* _Work to be completed_
Copy each line below containing "center".

"""

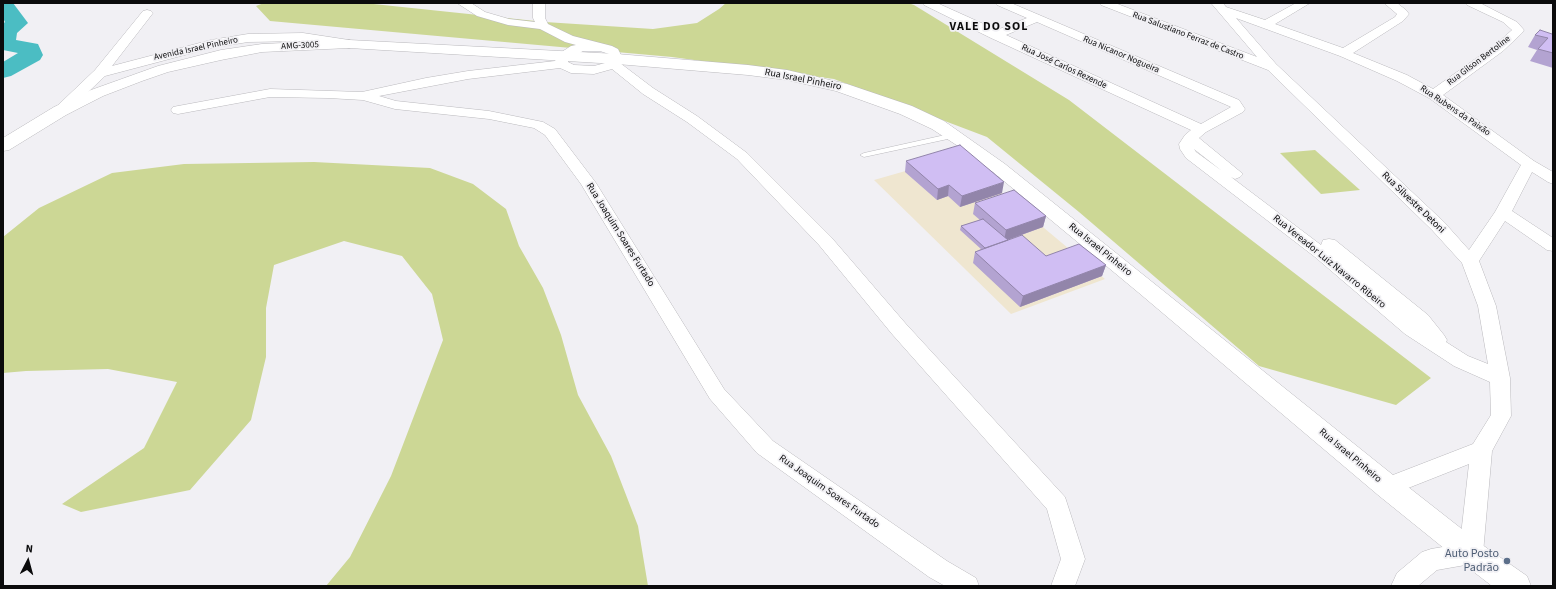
<!DOCTYPE html>
<html>
<head>
<meta charset="utf-8">
<style>
  body { margin:0 }
  #map { position:relative; width:1556px; height:589px; overflow:hidden; background:#f1f0f4; font-family:"Source Sans 3",sans-serif }
  canvas { display:block }
  .frame { position:absolute; inset:0; border:4px solid #0b0b0c; pointer-events:none }
  .north { position:absolute; left:8px; top:541px; width:40px; height:40px; -webkit-text-stroke:3px #f1f0f4; paint-order:stroke; rotate:6deg; font-size:11px; font-weight:700; line-height:16px; text-align:center; color:#0b0b0c }
  .north::after { content:''; display:block; margin:auto; width:14px; height:18px; background:#0b0b0c; clip-path:polygon(50% 0,100% 100%,50% 72%,0 100%) }
</style>
</head>
<body>
<div id="map">
<canvas width="1556" height="589"></canvas>
<div class="frame"></div>
<div class="north">N</div>
</div>
<script>
const g = document.querySelector('canvas').getContext('2d');
g.lineJoin = 'round';
function fillPath(path, color) { g.fillStyle = color; g.fill(path, 'evenodd'); }
const toPath = rows => new Path2D(rows.map(r => 'M' + r).join(''));
function trace(path, color, width, dash) { g.strokeStyle = color; g.lineWidth = width; g.lineCap = dash ? 'butt' : 'round'; g.setLineDash(dash || []); g.stroke(path); }
function write(font, color, halo, rows, align = 'center') {
  g.font = font + ' "Source Sans 3",sans-serif'; g.lineWidth = 3.5; g.setLineDash([]); g.textBaseline = 'middle'; g.strokeStyle = halo; g.fillStyle = color; for (const [text, x, y, turn = 0] of rows) {
    g.save(); g.translate(x, y); g.rotate((+turn || 0) * Math.PI / 180); g.textAlign = isNaN(turn) ? turn : align; if (halo) g.strokeText(text, 0, 0); g.fillText(text, 0, 0); g.restore();
  }
}
const industrial = toPath([
  [958,156,1105,279,1011,314,874,180]
]);
const green = toPath([
  [264,3,364,3,545,22,653,29,697,23,719,9,726,3,908,3,914,5,1069,100,1431,378,1396,405,1259,366,1079,212,987,137,834,79,672,57,270,21,256,6],
  [1315,150,1360,190,1321,194,1280,153],
  [314,162,430,168,473,184,506,209,519,246,543,288,561,335,578,395,611,456,638,526,648,586,326,586,350,557,391,476,443,340,432,294,402,256,344,241,274,265,266,308,266,357,251,420,190,490,81,512,62,504,144,448,177,382,108,369,26,371,3,373,3,237,39,208,112,173,184,164]
]);
const river = toPath([
  [3,3,13,3,28,23,17,33,16,40,38,44,43,55,40,60,11,76,3,78,3,62,18,53,3,50,3,24,5,22,3,18,3,3]
]);
const service = toPath([
  [954,133,958,135,957,137,864,157,860,155,864,153,954,133]
]);
const minor = toPath([
  [457,3,471,3,485,12,509,19,535,22,533,18,533,3,545,3,545,18,548,24,573,36,612,46,618,49,623,59,620,63,653,88,697,116,747,153,831,237,906,324,1065,497,1085,559,1075,586,1051,586,1061,559,1047,509,892,334,819,245,737,159,687,122,643,94,612,69,594,74,571,73,560,68,468,79,379,96,396,101,489,111,543,122,555,129,596,183,724,389,773,441,947,561,976,578,979,586,945,586,929,577,757,453,710,399,581,184,545,135,534,128,489,119,395,109,363,100,328,98,270,97,178,114,173,113,171,110,173,107,178,106,270,89,362,92,426,78,468,71,555,61,560,53,571,46,576,45,565,42,540,29,508,25,477,16,457,3],
  [583,51,600,51,609,54,610,58,605,63,594,66,574,65,568,62,568,59,583,51],
  [922,3,937,3,997,30,1027,18,997,5,995,3,1011,3,1239,100,1245,109,1243,112,1206,132,1199,138,1243,174,1240,177,1235,179,1231,177,1321,245,1323,240,1329,239,1335,240,1428,315,1444,335,1447,340,1446,342,1468,356,1488,364,1478,306,1462,263,1432,230,1268,70,1101,5,1099,3,1115,3,1257,57,1211,3,1223,3,1226,7,1265,20,1296,3,1310,3,1275,24,1343,48,1395,17,1397,14,1384,3,1397,3,1406,10,1409,14,1403,21,1353,53,1407,75,1433,89,1495,45,1512,30,1503,22,1467,5,1465,3,1480,3,1517,22,1524,30,1522,33,1503,51,1443,95,1534,161,1553,172,1553,184,1548,182,1532,172,1512,211,1553,238,1553,251,1547,250,1505,221,1479,261,1496,306,1510,378,1511,416,1492,451,1483,553,1480,561,1471,564,1437,570,1418,586,1391,586,1397,573,1422,552,1431,549,1460,544,1469,464,1388,496,1380,494,1377,487,1380,480,1473,444,1491,415,1490,382,1454,366,1405,334,1315,257,1186,158,1180,149,1179,144,1185,135,1191,130,991,38,924,5,922,3],
  [1236,18,1340,56,1397,81,1429,98,1521,165,1495,212,1469,250,1444,222,1276,64,1236,18],
  [1037,22,1229,106,1231,107,1201,124,1006,35,1037,22],
  [1194,149,1222,171,1196,152,1194,149],
  [147,10,151,11,153,13,112,66,211,40,248,34,303,33,349,40,353,41,355,44,353,47,349,48,303,41,248,42,211,48,105,76,65,114,60,115,55,114,53,111,55,108,95,70,143,11,147,10]
]);
const secondary = toPath([
  [349,40,617,54,748,65,787,70,847,84,912,106,944,121,1005,164,1398,479,1481,544,1527,576,1531,586,1492,586,1461,562,1378,495,1139,293,993,172,958,146,932,129,900,114,836,91,787,80,748,75,617,64,349,48,262,52,221,60,168,72,142,81,103,96,66,115,9,150,3,151,3,138,54,107,91,90,158,66,221,50,262,44,349,40]
]);
const wall = toPath([
  [1553,33,1553,68,1530,61,1537,50,1528,47,1535,35,1552,34],
  [906,161,1002,193,960,207,948,196,937,200,905,172],
  [975,203,1046,216,1043,227,1008,240,1046,256,1106,265,1102,276,1020,307,973,263,975,252,981,249,960,230,961,226,980,220,973,214]
]);
const shadedWall = toPath([
  [1004,182,1002,193,960,207,962,196],
  [949,185,948,196,937,200,938,189],
  [1046,216,1043,227,1004,241,1006,230],
  [1106,265,1102,276,1020,307,1023,296]
]);
const building = toPath([
  [1540,30,1552,34,1553,33,1553,53,1538,49,1548,38,1535,35,1540,30],
  [960,145,1004,182,962,196,949,185,938,189,906,161,960,145],
  [1014,190,1046,216,1006,230,975,203,1014,190],
  [983,219,1008,240,985,248,961,226,983,219],
  [1022,235,1046,256,1079,244,1106,265,1023,296,975,252,1022,235]
]);
const markers = [
  [1507,561,4,"#5c6f8a"]
];
const farStreetnames = [
  ["Rua Salustiano Ferraz de Castro",1188,36,21],
  ["AMG-3005",300,46,-3],
  ["Avenida Israel Pinheiro",196,49,-12],
  ["Rua Nicanor Nogueira",1121,55,23],
  ["Rua Gilson Bertoline",1479,61,-37],
  ["Rua José Carlos Rezende",1064,67,25],
  ["Rua Rubens da Paixão",1455,111,34]
];
const streetNames = [
  ["Rua Israel Pinheiro",803,80,11],
  ["Rua Silvestre Detoni",1413,203,44],
  ["Rua Joaquim Soares Furtado",620,235,58],
  ["Rua Israel Pinheiro",1100,250,39],
  ["Rua Vereador Luiz Navarro Ribeiro",1329,262,39],
  ["Rua Israel Pinheiro",1350,456,40],
  ["Rua Joaquim Soares Furtado",829,492,35]
];
const farDistrictnames = [
  ["VALE DO SOL",989,27]
];
const nearServicenames = [
  ["Auto Posto",1499,554],
  ["Padrão",1499,568]
];
fillPath(industrial, '#efe6d0');
fillPath(green, '#ccd795');
fillPath(river, '#4bbdc3');
trace(service, '#bab9bd', 1);
trace(minor, '#bab9bd', 1);
trace(secondary, '#bab9bd', 1);
fillPath(service, '#fff');
fillPath(minor, '#fff');
fillPath(secondary, '#fff');
fillPath(wall, '#b3a3d1');
fillPath(shadedWall, '#9285aa');
fillPath(building, '#d0bef3');
trace(building, '#9285aa', 1);
for (const [x, y, r, color] of markers) { const dot = new Path2D(); dot.arc(x, y, r, 0, 2 * Math.PI); g.fillStyle = color; g.fill(dot); trace(dot, '#f1f0f4', 1.5); }
write('9px', '#0b0b0c', '#f1f0f4', farStreetnames);
write('10px', '#0b0b0c', '#f1f0f4', streetNames);
g.letterSpacing = '1px';
write('bold 12px', '#0b0b0c', '#f1f0f4', farDistrictnames);
g.letterSpacing = '0px';
write('12px', '#4e5e75', '#f1f0f4', nearServicenames, 'right');
</script>
</body>
</html>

"""

* _Task response_
  .north { position:absolute; left:8px; top:541px; width:40px; height:40px; -webkit-text-stroke:3px #f1f0f4; paint-order:stroke; rotate:6deg; font-size:11px; font-weight:700; line-height:16px; text-align:center; color:#0b0b0c }
function write(font, color, halo, rows, align = 'center') {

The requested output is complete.